Internationally, there is awareness of the significant rate of emotional distress and illness in student populations. For instance, a recent international study across nine countries (not including New Zealand) found that almost one third of tertiary students suffered from common psychiatric disorders over a one year period. Other international data supports this. There is no reason to think that New Zealand universities are any different.
Everyone wants to help to prevent young people from dying by suicide. Yet, unfortunately, we are not able to predict suicide in individuals. An international study has shown that the prevalence of suicidal thinking and behaviour in tertiary students is lower than in the general population of young people. We do know, however, that when suicidal behaviours and thinking do emerge among students it is often precipitated by issues such as relationship breakdown or being betrayed by someone close. These issues as well as academic stress can also play a part in the onset of depression. For example, rates of burnout and depression in medical students are high and seem to increase as their course goes on.
The foundation of suicide prevention is a healthy environment where people feel they are supported and belong, with opportunities for strong social networks. Few intervention strategies are effective if applied alone. A published review of evidence on the primary prevention of suicide in tertiary institutions indicates that no single intervention was supported by strong evidence. What seems most appropriate is therefore a coordinated approach across many facets of a university's functioning. This is the approach that Otago has adopted.
Actions we are taking include building a positive, healthy, respectful, and caring campus environment, where equity and diversity are valued; interventions that reduce the stigma associated with emotional distress and mental illness; interventions to decrease alcohol and other substance use; awareness campaigns to improve understanding and increase help-seeking; adjusting curricula, assessments and learning environments to reduce academic stress; encouraging responsible reporting and media discussion of suicide, including very careful portrayals of suicide; 'gatekeeper' training on recognising the signs of suicidality and the knowledge of services available; and effective emergency intervention and follow-up care for students.
" So quicker focussed interventions, and referral for more specialist support for those who really need it, is the approach favoured here."
Pastoral care by all staff must be integrated with academic delivery. Initiatives at Otago such as the support available in Residential Colleges, the Locals Programme, recreation opportunities, the Māori Centre, the Pacific Island Centre, OUSA Student Support, Te Whare Tāwharau, Disability information and Support, the Silverline Festival, and many others, need to be celebrated and developed.

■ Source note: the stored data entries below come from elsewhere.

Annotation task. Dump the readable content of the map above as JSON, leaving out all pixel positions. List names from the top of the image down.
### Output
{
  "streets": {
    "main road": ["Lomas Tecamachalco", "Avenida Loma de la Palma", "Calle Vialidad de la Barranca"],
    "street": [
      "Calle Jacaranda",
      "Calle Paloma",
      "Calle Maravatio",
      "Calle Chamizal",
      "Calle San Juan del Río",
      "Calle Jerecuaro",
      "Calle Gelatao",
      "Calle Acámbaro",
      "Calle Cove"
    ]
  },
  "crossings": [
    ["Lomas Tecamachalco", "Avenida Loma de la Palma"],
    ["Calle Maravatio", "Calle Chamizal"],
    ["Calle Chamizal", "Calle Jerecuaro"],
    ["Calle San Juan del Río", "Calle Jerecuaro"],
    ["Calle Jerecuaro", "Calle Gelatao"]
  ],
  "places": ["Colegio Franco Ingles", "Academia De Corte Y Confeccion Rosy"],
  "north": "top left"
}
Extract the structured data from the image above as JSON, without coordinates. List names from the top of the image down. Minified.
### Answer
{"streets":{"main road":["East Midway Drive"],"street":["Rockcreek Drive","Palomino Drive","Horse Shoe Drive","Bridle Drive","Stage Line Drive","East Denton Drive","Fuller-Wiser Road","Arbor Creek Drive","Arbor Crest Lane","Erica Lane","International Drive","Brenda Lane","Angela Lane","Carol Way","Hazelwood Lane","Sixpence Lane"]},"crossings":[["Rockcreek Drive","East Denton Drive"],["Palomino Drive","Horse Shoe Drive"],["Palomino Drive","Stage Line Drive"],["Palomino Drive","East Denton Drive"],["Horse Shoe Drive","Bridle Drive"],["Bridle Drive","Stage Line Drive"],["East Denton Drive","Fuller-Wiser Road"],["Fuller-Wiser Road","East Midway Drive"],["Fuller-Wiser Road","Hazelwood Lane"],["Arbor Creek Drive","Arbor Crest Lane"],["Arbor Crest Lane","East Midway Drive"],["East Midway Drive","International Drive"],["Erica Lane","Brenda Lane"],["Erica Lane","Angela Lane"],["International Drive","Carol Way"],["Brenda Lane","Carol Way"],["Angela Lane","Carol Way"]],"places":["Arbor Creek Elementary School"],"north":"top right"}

Although a university is not a health service, Student Health at Otago provides an excellent integrated primary healthcare service. The recent changes to the structure of the mental health team mean that students in distress are seen much more quickly. Longer term focussed treatments for more serious mental health difficulties should be provided by agencies whose job it is to do this work, such as secondary health services. Since long term non-specific counselling may discourage students from developing the skills they need to help themselves in times of distress, we must be cautious about adopting responses that may seem sensible and compassionate but yield no benefit, or worse, do harm. So quicker focussed interventions, and referral for more specialist support for those who really need it, is the approach favoured here.
Suicide prevention is an emotive subject because for every suicide death, many more people are deeply affected. Many interventions that contribute to suicide prevention are already in place in the University of Otago. While they may not be not specifically labelled as suicide prevention initiatives, suicide prevention is a part of the outcome.
Dr John Adams is the Associate Dean of Student Affairs University of Otago Medical School and Dunedin School of Medicine and Professor Sunny Collings is the Director of the Suicide & Mental Health Research Unit, University of Otago, Wellington.